Canaries force Villa to sing same old tune

Last updated : 20 September 2004 By Pancho Villa
After gaining just one point from trips to Charlton and West Brom, Villa again demonstrated their burgeoning homesickness as they failed to beat another newly promoted side, Norwich City, at Carrow Road on Saturday.

The game had started brightly though, and when Thomas Hitzlserger picked up the ball inside the Norwich half with only 30 seconds on the clock, jinked through midfield and spread the ball out wide to Gareth Barry in space, many expected a Villa onslaught. But like Barry's testing cross, it never came.

In truth, David O’Leary’s side rarely looked troubled with Norwich in possession, as they pumped up long balls to David Bentley and Darren Huckerby, neither of them 6ft tall, which were easily dealt with by Olof Mellberg and Mark Delaney. Any team that counts upon ex-Tottenham substitute Gary Docherty for goals is going to struggle, but for all Villa’s possession, the visitors seemed equally toothless at the other end.
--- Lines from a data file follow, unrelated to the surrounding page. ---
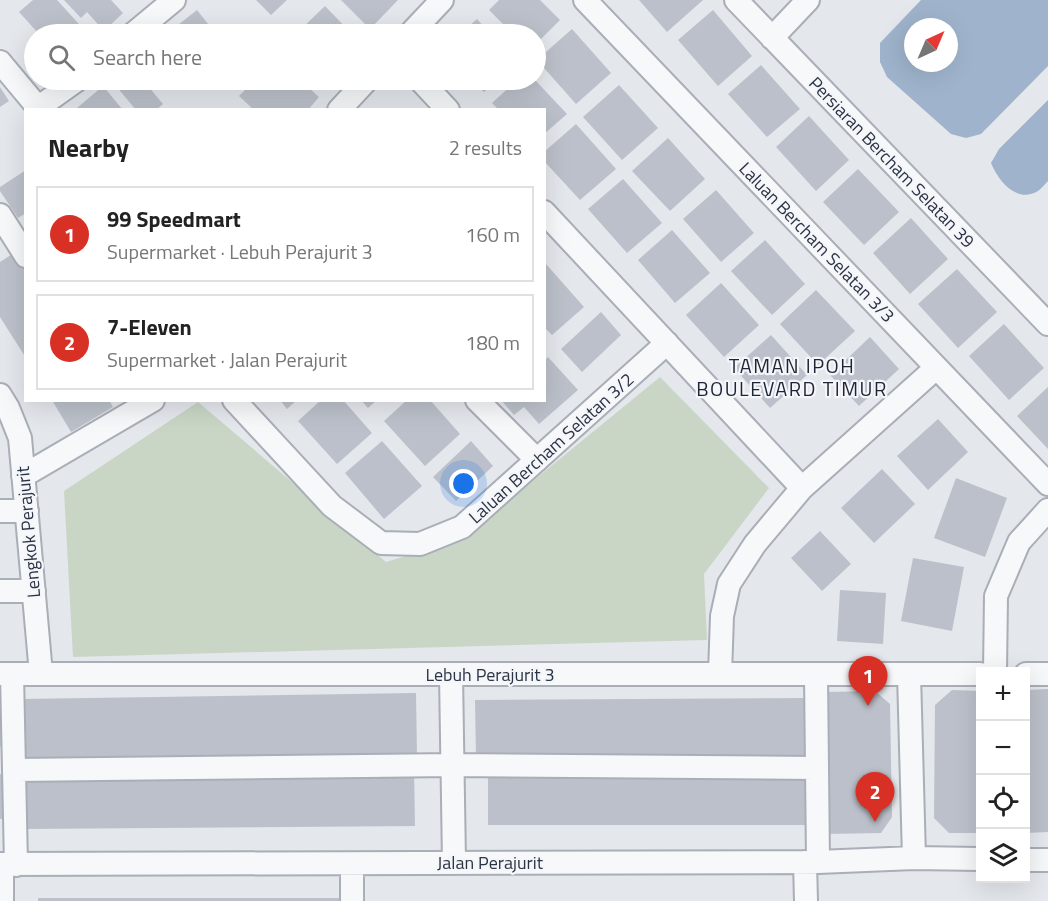 <!DOCTYPE html>
<meta charset="utf-8">
<style>
:root{--surface:#fff;--page:#f6f6f6;--text:#222;--muted:#767676;--line:#e0e0e0;--accent:#d93025}
body{margin:0;font-family:"Titillium Web",sans-serif;background:var(--page);color:var(--text)}
.controls{position:absolute;right:18px;bottom:18px;display:grid;overflow:hidden;border-radius:0px;box-shadow:0 6px 24px #0002}
.controls button{width:54px;height:54px;display:grid;place-items:center;padding:0;border:0;border-bottom:2px solid var(--line);background:var(--surface);color:var(--text);font:30px sans-serif}
.compass{position:absolute;left:904px;top:18px;width:54px;height:54px;border-radius:50%;background:var(--surface);box-shadow:0 6px 24px #0002;rotate:44deg}
.you{position:absolute;left:464px;top:484px;width:21px;height:21px;margin:-15px;border:4px solid #fff;border-radius:50%;background:#1a73e8;box-shadow:0 0 0 9px #1a73e833}
.badge{display:grid;place-items:center;width:39px;height:39px;border-radius:50%;background:var(--accent);color:#fff;font-size:20px;font-weight:700}
.pin{position:absolute;translate:-50% -50px;filter:drop-shadow(0 2px 3px #0008)}
.pin::after{content:'';position:absolute;top:32px;width:21px;height:18px;background:inherit;clip-path:polygon(0 0,100% 0,50% 100%)}
.list{margin:0;padding:0;list-style:none}
h2{display:flex;justify-content:space-between;align-items:center;height:78px;margin:0;padding:0 24px;font-size:26px}
h2 small{font-size:20px;font-weight:400;color:var(--muted)}
.list li{display:grid;grid-template-columns:39px 1fr auto;gap:18px;align-items:center;box-sizing:border-box;height:96px;margin:0 12px 12px;padding:0 12px;border:2px solid var(--line);border-radius:0px}
.list b{display:block;font-size:22px;white-space:nowrap}
.list p{margin:0;font-size:20px;white-space:nowrap;color:var(--muted)}
.list em{font-size:20px;font-style:normal;color:var(--muted)}
.icon{flex:none;width:33px;height:33px;fill:none;stroke:currentColor;stroke-width:2;stroke-linecap:round;stroke-linejoin:round}
.map{position:relative;flex:none;width:1048px;height:901px;overflow:hidden}
.search{position:absolute;background:var(--surface);box-shadow:0 6px 24px #0002;left:24px;top:24px;width:522px;height:66px;display:flex;align-items:center;gap:15px;box-sizing:border-box;padding:0 21px;border-radius:33px;color:var(--muted);font-size:22px}
.panel{position:absolute;background:var(--surface);box-shadow:0 6px 24px #0002;left:24px;top:108px;width:522px;height:294px;border-radius:0px}
.map>svg:first-child{display:block}
.green{fill:#c9d6c5}
.water{fill:#9fb4cc;fill-rule:evenodd}
.building{fill:#bbc0ca}
.lines{fill:none;stroke-linecap:round;stroke-linejoin:round}
.minor-casing{stroke:#a9aeb7;stroke-width:26}
.minor{stroke:#f7f8fa;stroke-width:22}
.labels{text-anchor:middle;dominant-baseline:central;stroke-width:4.5;stroke-linejoin:round;paint-order:stroke}
.street-label{font-size:18px;fill:#2b3445;stroke:#f4f6f9}
.neighbourhood-label{font-size:20px;letter-spacing:1.5px;fill:#1d2536;stroke:#f4f6f9}
</style>
<div class="map">
<svg width="1048" height="901" viewBox="0 0 1048 901">
<rect width="100%" height="100%" fill="#e4e7ec"/>
<path class="green" d="M660 377 769 488 704 574 707 640 73 657 64 491 198 402 386 562 462 539Z"/>
<path class="water" d="M921 0H1048V66L981 134 966 138 951 134 887 77 880 62V43ZM913 27H949V63H913Z
M1048 100V181C1045 184 1041 189 1038 191 1016 204 998 180 991 163L999 149Z"/>
<path class="building" d="M33 0H57L88 34H39L19 12Z
M64 0H111L123 13 104 31 87 12 81 18Z
M256 0H287L271 15Z
M341 0H398L370 29Z
M499 0H540L560 20 536 44V34H513L489 10Z
M639 0H703L667 32Z
M325 6 352 34H296Z
M197 10 216 34H178L173 29Z
M713 10 752 56 718 86 678 40Z
M477 19 490 34H460Z
M572 29 611 73 576 104 537 60Z
M761 65 800 109 767 137 728 94Z
M111 80H143L163 104 156 110H136Z
M255 80H300L319 97 308 110H254L239 96Z
M472 80H498L484 92Z
M517 80H535L567 114 544 134V110H499L492 103Z
M619 85 658 128 622 160 583 117Z
M103 86 123 110H79L77 108Z
M0 87 9 101 0 107Z
M809 116 849 160 816 191 776 147Z
M576 124 616 169 580 200 544 161V152Z
M668 138 705 179 670 211 632 171Z
M858 169 899 212 864 245 823 202Z
M26 170V213L18 218 0 191V187Z
M623 179 662 223 627 253 588 209Z
M716 190 754 233 721 262 683 219Z
M911 218 948 259 910 294 873 253Z
M672 230 710 273 675 303 638 260Z
M765 240 805 284 772 315 731 271Z
M17 251 26 265V358L0 317V262Z
M546 264 584 307 552 335 544 327V266Z
M957 269 997 312 958 348 918 304Z
M721 283 759 325 724 357 686 315Z
M816 290 855 331 818 365 780 324Z
M601 312 621 335 582 372 561 349Z
M1004 324 1044 368 1009 400 969 356Z
M771 335 807 375 770 408 734 368Z
M870 337 899 369 859 406 830 375Z
M548 357 578 390 539 424 524 407 514 415 501 400H544V361Z
M1048 387V449L1017 416Z
M52 400H109L113 407 71 432Z
M280 400H297L287 409Z
M321 400H343L372 433 337 464 298 421Z
M361 400H377L368 408Z
M407 400H430L460 434 425 466 384 421Z
M938 419 968 452 928 490 897 456Z
M382 441 422 486 384 519 345 473Z
M471 441 493 466 456 501 433 477Z
M882 469 915 504 874 543 841 508Z
M956 478 1007 498 985 557 934 538Z
M820 531 851 564 822 591 791 558Z
M913 558 964 567 952 631 901 621Z
M840 590 886 593 883 644 837 641Z
M1048 689V832L1026 833V690Z
M952 690 980 691V833H949L934 818 935 705Z
M875 691 890 704 892 817 881 833 824 834 825 692Z
M416 693 417 758 22 764 21 699Z
M810 698 811 755 476 757 475 700Z
M0 704H3L4 747H0Z
M414 769 415 826 23 829 22 772Z
M488 771 813 772V825H488Z
M0 774H4V819H0Z
M38 898H344V901H38Z"/>
<g class="lines">
<defs>
<path id="minor" d="M585 0 1048 484
M736 0 1048 324
M133 34 174 0
M410 34 442 0
M772 38 808 0
M0 62 40 110
M420 80 448 110
M39 107 77 80
M339 110 367 80
M544 212 802 488
M0 215 26 256
M0 395 8 408 20 438 41 674
M234 400 332 506 381 543 420 544 462 527 667 343
M477 400 537 460
M23 476 153 400
M0 511H27
M0 591H34
M995 672 996 596 1019 542 1048 510
M0 674H980
M12 674 16 865
M451 674 454 862
M720 674 722 616 729 584 755 544 802 488 936 368
M816 674 818 862
M909 674 914 858
M1026 674H1048
M15 770 453 765 817 768
M1026 860H1048
M805 862 806 901
M0 864 818 862 914 858 980 859
M2 901V864
M352 901V865"/>
</defs>
<use href="#minor" class="minor-casing"/>
<use href="#minor" class="minor"/>
</g>
<g class="labels">
<g class="street-label">
<text transform="translate(892 162) rotate(46)">Persiaran Bercham Selatan 39</text>
<text transform="translate(817 242) rotate(46)">Laluan Bercham Selatan 3/3</text>
<text transform="translate(551 448) rotate(-42)">Laluan Bercham Selatan 3/2</text>
<text transform="translate(28 532) rotate(-95)">Lengkok Perajurit</text>
<text x="490" y="674">Lebuh Perajurit 3</text>
<text x="490" y="862">Jalan Perajurit</text>
</g>
<g class="neighbourhood-label">
<text x="792" y="365">TAMAN IPOH<tspan x="792" dy="23">BOULEVARD TIMUR</tspan></text>
</g>
</g>
</svg>
<div class="controls">
<button>+</button>
<button>−</button>
<button><svg class="icon" aria-label="locate" viewBox="0 0 24 24"><circle cx="12" cy="12" r="6"/><path d="M12 2v4M12 18v4M2 12h4M18 12h4"/></svg></button>
<button><svg class="icon" aria-label="layers" viewBox="0 0 24 24"><path d="M12 4l9 5-9 5-9-5zM3 14l9 5 9-5"/></svg></button>
</div>
<svg class="compass" viewBox="-18 -18 36 36"><path d="M0-13l5 13h-10z" fill="#e53935"/><path d="M0 13l5-13h-10z" fill="#767676"/></svg>
<div class="you"></div>
<div class="pin badge" style="left:868px;top:706px">1</div>
<div class="pin badge" style="left:875px;top:822px">2</div>
<div class="search"><svg class="icon" aria-label="search" viewBox="0 0 24 24"><circle cx="10" cy="10" r="6"/><path d="M15 15l6 6"/></svg>Search here</div>
<section class="panel">
<h2>Nearby<small>2 results</small></h2>
<ul class="list">
<li><span class="badge">1</span><div><b>99 Speedmart</b><p>Supermarket · Lebuh Perajurit 3</p></div><em>160 m</em></li>
<li><span class="badge">2</span><div><b>7-Eleven</b><p>Supermarket · Jalan Perajurit</p></div><em>180 m</em></li>
</ul>
</section>
</div>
O’Leary’s men are prone to spells when their lack of attacking bite make T4’s interviewing technique look positively cutting, and this dearth is likely to haunt them again before the season is over. Back in the side, Carlton Cole had two gilt-edged opportunities, after finding himself bearing down on the goalkeeper in the first half, he then had a headed chance after the break, following a quick attack and cross down the left by JLloyd Samuel. However, both attempts were so implausibly limp and submissive, they made Graham Norton look like Robocop.

The midfield was also complicit in the sloppy display, with too many innocuous balls and players dallying for too long when in possession. It was the footballing equivalent of an eleven-year-old girl, nervously twisting her pig-tails as she asked out one of the sixth-formers. All youthful naivety, no nous. Having said that, it was the youngest member of the side, 19-year-old Steven Davis, making his debut as a second-half substitute, who almost stole the three points for Villa in the dying moments.

But it was not to be and the result could have been worse for the visitors when another replacement, Damien Francis then forced a good save out of Thomas Sørenson at the other end. It was the Danish goalkeeper’s first real action of the afternoon.